„Die Kalten und die Toten“ (ARD): Tatort Berlin
Frankfurter Rundschau
Der Berlin-Tatort „Die Kalten und die Toten“ ist ein Vorgeschmack auf einen langen Winter.
Frankfurt am Main - Dies ist ein Tatort der traurigen Eltern-Kind-Beziehungen, eigentlich der traurigen Eltern. Die einen verdrängen, die anderen sind über- oder unterbesorgt. Da „Die Kalten und die Toten“ (ARD) ein beklemmender Kriminalfilm ist, sind die Folgen teilweise katastrophal, teilweise abgrundtief tragisch.
Es gibt zum Beispiel die Eltern der Toten, gespielt von Andreja Schneider und Rainer Reiners, brave Leute, die nicht alles über ihre Tochter wissen, aber jetzt wollen sie vor allem nicht wissen, dass sie tot ist. Sei ein DNA-Test nicht so ungenau wie ein Corona-Test? (Und bleibt es nicht seltsam, wie wenig die Tatort-Reihe bisher aus dem Corona-Thema macht?) Markus Busch (Buch) und Torsten C. Fischer (Regie) skizzieren in kurzen Szenen, wie das Bewusstsein, alles verloren zu haben, über Tage allmählich nach oben ins Bewusstsein kriecht. Um die Tragödie von Angehörigen zu erzählen, braucht es nicht viel Sendezeit, es braucht einen Einfall. Hier ist es das kleine Familienfest, das die Eltern der Toten zunächst weiter vorbereiten, die Dekoration, die Tafel. Bis sie es am Ende doch absagen.

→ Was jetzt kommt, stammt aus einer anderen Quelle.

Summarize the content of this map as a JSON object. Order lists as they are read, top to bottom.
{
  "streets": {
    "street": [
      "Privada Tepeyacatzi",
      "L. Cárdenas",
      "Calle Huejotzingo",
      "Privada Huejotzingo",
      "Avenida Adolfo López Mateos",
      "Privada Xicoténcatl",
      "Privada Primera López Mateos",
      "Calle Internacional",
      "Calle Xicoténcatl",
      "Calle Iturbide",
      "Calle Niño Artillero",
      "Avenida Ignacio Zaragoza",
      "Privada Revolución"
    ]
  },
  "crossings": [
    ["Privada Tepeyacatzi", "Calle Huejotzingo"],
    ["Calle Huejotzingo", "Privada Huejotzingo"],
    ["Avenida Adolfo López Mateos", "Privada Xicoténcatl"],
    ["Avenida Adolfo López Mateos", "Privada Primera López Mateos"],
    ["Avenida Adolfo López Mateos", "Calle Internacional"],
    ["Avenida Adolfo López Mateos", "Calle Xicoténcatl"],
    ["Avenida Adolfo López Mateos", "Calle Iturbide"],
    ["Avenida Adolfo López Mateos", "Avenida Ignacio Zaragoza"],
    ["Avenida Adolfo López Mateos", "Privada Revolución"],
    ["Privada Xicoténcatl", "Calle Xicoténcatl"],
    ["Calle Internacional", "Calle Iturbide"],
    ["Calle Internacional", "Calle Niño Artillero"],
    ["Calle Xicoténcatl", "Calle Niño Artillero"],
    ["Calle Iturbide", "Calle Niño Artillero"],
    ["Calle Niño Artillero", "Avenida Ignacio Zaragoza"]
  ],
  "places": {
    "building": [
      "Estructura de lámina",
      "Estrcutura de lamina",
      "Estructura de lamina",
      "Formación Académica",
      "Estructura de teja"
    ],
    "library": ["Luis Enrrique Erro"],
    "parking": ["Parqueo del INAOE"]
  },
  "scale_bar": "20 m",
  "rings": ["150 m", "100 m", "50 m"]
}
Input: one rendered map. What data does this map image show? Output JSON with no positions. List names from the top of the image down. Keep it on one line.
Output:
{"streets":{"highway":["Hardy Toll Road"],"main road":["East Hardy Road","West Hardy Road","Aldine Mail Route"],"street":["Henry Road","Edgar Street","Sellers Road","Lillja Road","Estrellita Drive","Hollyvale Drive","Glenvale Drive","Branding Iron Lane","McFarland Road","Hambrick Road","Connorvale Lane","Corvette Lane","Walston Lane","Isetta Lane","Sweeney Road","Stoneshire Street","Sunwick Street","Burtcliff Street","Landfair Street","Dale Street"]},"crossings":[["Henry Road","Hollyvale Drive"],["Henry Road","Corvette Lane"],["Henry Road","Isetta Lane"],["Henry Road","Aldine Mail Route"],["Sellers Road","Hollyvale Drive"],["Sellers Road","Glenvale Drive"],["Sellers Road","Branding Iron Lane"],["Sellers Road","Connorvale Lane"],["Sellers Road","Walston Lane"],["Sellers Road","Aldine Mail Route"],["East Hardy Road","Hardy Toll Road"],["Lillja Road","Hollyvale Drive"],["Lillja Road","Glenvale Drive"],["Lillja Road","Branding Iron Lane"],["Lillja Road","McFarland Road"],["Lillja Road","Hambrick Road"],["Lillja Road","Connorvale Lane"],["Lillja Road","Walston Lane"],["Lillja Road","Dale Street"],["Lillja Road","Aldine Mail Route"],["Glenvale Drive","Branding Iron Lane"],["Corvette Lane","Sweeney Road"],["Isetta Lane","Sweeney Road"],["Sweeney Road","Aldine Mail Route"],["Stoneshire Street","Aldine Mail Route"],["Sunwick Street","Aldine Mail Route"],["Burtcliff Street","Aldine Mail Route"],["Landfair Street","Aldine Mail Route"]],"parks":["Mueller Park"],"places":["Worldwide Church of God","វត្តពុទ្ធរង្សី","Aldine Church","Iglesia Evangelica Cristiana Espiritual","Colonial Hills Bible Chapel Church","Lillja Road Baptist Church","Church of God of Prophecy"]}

Bei einem anderen Elternpaar zeigt sich, dass man auch alles drei zugleich sein kann: überbesorgt, was das Kind betrifft, unterbesorgt, was die Welt betrifft, ein Verdränger obendrein, oder eine Verdrängerin. Wie die Polizistin Ziegler, Jule Böwe, die Grund hat anzunehmen, dass ihr Sohn, Vito Sack, ein Mörder ist. Auch das Fernsehpublikum wird zu diesem Zeitpunkt eins und eins zusammenzählen und zu einer Vermutung dieser Art kommen. Böwe spielt einen Menschen im Tunnel, eine unangenehme, intensive Situation, zumal der Sohn offensichtlich der größte Nichtsnutz auf Gottes weiter Erde ist. Das mag nicht sehr empathisch klingen, aber Empathie ist zwar ein Thema, aber nicht die Stoßrichtung. Die Stoßrichtung ist ein Unbehagen an- und ein Grausen voreinander.